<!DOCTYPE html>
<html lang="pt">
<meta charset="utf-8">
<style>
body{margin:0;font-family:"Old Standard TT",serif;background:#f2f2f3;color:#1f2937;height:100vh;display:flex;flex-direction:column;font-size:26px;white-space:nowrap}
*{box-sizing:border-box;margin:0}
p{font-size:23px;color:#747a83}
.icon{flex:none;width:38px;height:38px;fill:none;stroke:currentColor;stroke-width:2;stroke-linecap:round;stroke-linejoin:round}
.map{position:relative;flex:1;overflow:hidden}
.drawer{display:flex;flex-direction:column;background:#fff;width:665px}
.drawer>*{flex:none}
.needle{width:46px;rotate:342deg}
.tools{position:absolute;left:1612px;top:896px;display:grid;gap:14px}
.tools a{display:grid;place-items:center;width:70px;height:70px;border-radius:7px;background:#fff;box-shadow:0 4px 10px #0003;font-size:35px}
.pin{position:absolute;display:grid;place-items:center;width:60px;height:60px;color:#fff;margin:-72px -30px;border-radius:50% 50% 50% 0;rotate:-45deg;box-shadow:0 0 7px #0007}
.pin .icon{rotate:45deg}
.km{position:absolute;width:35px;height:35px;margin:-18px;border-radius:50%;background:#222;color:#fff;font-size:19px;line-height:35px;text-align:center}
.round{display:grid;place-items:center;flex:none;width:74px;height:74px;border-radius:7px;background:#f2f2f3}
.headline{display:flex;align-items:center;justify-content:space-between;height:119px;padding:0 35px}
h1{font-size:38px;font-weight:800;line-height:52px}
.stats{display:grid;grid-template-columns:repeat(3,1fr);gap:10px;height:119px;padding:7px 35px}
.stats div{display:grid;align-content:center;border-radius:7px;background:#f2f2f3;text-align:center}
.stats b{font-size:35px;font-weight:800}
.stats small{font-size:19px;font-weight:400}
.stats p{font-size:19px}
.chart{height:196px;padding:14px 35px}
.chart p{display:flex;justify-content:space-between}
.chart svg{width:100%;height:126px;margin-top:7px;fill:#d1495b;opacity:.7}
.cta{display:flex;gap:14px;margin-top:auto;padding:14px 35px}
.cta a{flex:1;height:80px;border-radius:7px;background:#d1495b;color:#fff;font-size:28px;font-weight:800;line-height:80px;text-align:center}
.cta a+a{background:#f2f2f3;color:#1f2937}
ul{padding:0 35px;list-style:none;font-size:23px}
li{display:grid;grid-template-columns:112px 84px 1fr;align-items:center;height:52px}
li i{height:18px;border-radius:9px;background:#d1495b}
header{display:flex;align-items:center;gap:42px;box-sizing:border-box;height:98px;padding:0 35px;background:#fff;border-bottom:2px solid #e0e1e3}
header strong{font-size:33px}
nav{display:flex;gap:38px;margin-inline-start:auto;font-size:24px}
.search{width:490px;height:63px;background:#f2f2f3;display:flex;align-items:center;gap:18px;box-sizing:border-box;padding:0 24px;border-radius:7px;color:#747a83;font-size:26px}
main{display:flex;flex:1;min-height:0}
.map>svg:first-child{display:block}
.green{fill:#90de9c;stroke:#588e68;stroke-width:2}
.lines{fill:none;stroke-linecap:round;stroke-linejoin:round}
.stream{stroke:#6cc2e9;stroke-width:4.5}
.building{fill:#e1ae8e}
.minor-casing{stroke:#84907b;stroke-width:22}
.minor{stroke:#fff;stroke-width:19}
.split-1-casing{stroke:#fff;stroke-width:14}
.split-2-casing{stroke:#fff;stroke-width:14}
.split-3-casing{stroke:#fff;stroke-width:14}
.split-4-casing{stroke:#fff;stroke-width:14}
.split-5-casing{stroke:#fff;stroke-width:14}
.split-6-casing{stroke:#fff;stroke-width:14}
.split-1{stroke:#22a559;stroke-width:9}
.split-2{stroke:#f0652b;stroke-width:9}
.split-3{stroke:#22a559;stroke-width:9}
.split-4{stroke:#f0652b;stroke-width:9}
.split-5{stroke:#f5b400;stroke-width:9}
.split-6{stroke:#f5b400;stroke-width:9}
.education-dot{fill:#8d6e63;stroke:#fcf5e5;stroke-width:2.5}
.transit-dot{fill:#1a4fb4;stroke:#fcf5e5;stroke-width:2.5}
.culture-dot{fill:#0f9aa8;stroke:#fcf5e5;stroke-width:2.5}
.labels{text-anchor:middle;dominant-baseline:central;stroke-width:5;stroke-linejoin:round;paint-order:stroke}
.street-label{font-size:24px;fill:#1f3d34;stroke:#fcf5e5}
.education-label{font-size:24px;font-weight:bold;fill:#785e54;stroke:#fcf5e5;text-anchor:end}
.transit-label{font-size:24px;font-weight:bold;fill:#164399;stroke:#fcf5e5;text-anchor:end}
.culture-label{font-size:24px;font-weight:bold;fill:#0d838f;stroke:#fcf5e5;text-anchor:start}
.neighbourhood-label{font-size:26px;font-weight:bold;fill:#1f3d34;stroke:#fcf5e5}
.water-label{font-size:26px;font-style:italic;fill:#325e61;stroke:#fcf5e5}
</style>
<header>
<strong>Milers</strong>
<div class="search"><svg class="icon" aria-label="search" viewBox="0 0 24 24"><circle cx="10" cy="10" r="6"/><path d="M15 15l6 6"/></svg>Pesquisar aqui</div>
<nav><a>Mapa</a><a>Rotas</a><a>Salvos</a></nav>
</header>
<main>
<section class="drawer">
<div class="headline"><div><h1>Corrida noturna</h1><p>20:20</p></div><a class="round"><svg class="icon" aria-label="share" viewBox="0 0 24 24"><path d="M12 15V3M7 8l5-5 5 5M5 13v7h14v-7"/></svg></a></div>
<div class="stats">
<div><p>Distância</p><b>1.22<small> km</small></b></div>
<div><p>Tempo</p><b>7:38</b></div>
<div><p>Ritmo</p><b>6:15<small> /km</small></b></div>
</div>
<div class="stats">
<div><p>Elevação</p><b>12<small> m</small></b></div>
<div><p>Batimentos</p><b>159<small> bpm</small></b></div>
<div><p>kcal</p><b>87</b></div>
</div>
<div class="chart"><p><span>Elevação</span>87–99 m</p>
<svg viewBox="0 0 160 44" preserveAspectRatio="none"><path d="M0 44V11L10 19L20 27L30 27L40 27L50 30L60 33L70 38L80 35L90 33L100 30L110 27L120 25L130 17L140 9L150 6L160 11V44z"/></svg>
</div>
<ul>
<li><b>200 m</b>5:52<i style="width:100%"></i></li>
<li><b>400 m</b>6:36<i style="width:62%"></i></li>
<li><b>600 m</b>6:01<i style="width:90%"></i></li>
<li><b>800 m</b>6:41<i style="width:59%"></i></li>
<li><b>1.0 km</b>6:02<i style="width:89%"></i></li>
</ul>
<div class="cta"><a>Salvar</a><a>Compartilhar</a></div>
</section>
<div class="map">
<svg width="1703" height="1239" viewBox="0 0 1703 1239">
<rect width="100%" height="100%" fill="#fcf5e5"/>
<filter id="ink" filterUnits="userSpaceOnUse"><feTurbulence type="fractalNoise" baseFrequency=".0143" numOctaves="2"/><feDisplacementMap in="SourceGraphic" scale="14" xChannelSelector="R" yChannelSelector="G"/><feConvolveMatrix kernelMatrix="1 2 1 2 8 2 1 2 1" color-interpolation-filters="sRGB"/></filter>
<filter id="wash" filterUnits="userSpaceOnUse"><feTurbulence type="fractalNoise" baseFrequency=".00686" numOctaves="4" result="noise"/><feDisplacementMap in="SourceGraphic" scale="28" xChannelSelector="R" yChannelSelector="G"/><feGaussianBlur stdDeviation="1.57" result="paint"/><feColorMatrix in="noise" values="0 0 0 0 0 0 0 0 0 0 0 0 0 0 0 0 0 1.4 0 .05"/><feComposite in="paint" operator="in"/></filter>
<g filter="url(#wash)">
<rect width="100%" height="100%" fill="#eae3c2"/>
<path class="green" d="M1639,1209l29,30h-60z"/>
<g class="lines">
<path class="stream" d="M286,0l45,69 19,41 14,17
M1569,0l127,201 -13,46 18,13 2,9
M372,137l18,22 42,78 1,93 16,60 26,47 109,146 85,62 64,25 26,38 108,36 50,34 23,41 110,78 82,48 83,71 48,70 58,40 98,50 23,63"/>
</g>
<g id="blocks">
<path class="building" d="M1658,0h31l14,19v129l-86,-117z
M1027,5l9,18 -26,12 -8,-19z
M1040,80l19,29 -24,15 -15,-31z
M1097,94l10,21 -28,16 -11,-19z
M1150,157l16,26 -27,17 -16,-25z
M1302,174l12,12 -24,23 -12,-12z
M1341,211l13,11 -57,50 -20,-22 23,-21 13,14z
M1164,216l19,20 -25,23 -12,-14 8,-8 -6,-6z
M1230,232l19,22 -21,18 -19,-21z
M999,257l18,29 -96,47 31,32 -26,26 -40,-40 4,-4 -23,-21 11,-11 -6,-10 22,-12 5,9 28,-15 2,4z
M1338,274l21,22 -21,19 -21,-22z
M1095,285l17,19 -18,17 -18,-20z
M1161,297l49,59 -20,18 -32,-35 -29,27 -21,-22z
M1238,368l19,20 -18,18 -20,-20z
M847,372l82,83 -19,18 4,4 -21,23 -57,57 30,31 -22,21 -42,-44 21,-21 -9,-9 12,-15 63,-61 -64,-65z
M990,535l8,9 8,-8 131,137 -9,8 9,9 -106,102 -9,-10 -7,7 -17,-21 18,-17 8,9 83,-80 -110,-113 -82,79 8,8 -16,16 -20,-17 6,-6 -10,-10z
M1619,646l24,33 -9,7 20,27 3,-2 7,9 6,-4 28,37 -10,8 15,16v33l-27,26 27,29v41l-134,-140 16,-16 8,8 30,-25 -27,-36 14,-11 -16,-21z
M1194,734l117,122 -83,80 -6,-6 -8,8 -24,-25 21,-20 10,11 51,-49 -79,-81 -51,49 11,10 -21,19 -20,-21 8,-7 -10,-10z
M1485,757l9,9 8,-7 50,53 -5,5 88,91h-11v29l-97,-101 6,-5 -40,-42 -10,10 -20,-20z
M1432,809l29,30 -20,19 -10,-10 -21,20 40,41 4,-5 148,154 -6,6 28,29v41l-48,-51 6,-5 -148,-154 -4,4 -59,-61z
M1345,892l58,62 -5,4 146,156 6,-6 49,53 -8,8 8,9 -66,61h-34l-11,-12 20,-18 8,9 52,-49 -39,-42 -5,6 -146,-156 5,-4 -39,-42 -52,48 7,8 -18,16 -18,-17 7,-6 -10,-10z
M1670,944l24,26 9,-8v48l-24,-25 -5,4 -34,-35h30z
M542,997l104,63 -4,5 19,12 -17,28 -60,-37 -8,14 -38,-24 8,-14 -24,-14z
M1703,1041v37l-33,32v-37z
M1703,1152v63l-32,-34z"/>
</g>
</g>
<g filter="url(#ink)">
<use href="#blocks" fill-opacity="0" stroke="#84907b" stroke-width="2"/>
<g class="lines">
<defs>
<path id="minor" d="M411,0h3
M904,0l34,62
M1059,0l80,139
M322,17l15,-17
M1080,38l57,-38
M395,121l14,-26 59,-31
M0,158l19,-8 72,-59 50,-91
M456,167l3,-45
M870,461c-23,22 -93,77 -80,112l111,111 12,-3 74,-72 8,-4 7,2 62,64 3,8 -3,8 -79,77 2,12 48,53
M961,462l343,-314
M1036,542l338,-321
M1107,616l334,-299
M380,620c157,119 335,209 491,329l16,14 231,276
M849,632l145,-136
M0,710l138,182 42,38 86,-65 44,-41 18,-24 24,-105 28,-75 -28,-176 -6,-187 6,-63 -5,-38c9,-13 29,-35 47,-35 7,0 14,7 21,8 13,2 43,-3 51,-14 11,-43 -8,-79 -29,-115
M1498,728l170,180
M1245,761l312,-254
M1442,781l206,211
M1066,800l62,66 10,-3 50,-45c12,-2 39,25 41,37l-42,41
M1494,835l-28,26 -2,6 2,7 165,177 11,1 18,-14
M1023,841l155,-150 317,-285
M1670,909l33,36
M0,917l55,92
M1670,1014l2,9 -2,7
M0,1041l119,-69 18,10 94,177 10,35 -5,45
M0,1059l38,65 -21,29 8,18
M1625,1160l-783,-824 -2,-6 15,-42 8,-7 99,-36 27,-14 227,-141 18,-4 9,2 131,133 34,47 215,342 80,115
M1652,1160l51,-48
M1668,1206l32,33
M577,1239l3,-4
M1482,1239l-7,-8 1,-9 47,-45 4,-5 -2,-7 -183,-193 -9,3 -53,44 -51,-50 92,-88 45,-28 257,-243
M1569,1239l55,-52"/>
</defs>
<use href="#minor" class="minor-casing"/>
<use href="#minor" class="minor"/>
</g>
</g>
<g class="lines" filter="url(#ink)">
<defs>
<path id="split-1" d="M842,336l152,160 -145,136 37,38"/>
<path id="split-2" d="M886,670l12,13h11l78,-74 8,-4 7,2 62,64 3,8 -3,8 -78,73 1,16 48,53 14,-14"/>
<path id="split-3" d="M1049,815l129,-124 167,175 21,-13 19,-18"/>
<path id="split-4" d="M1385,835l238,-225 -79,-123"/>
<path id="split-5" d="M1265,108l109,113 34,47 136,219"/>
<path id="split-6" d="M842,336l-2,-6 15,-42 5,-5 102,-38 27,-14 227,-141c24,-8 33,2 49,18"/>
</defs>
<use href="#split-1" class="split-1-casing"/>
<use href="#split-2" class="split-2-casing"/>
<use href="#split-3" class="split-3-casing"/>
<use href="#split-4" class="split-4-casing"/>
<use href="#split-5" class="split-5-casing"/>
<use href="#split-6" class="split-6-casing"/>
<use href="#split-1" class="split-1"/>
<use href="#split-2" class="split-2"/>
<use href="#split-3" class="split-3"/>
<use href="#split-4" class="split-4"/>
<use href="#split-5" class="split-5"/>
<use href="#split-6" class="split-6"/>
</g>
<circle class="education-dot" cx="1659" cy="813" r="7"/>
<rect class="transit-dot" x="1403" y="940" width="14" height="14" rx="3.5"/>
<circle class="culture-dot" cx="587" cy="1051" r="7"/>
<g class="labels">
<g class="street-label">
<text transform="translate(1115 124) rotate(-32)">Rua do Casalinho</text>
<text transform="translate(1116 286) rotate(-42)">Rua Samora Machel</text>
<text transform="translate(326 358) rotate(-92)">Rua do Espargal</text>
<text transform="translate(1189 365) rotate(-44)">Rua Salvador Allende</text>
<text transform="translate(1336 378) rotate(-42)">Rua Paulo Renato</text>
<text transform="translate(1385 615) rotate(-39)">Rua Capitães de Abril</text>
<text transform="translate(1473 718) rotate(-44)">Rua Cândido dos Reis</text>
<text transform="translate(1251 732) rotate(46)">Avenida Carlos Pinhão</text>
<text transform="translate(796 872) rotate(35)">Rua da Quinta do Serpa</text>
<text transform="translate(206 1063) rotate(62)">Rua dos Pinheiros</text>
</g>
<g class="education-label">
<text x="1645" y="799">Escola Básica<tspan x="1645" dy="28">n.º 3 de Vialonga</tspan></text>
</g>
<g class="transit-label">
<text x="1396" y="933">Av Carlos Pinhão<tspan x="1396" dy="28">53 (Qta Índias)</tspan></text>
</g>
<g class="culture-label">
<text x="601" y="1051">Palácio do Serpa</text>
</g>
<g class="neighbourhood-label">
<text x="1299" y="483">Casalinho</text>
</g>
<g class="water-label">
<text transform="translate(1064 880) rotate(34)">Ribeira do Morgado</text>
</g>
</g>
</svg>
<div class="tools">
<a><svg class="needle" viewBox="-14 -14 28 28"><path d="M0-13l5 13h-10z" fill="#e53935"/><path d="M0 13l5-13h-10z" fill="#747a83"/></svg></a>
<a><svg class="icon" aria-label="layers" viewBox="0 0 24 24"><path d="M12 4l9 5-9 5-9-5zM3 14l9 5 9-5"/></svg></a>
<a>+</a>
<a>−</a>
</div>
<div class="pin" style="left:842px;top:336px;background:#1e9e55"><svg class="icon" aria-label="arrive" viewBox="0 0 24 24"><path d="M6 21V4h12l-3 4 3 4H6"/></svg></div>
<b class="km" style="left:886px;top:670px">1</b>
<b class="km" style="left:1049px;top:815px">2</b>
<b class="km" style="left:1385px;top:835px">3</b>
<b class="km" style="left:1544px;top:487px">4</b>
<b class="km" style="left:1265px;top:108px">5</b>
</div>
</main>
•••••
▶ _Required work_: Everything above from the line containing "<div><p>Ritmo</p><b>6:15<small> /km</small></b></div>" down to the line containing "44V11L10 19L20 27L30" is to be transcribed exactly, with both of those lines included and nothing else added.

▶ _Response area_:
<div><p>Ritmo</p><b>6:15<small> /km</small></b></div>
</div>
<div class="stats">
<div><p>Elevação</p><b>12<small> m</small></b></div>
<div><p>Batimentos</p><b>159<small> bpm</small></b></div>
<div><p>kcal</p><b>87</b></div>
</div>
<div class="chart"><p><span>Elevação</span>87–99 m</p>
<svg viewBox="0 0 160 44" preserveAspectRatio="none"><path d="M0 44V11L10 19L20 27L30 27L40 27L50 30L60 33L70 38L80 35L90 33L100 30L110 27L120 25L130 17L140 9L150 6L160 11V44z"/></svg>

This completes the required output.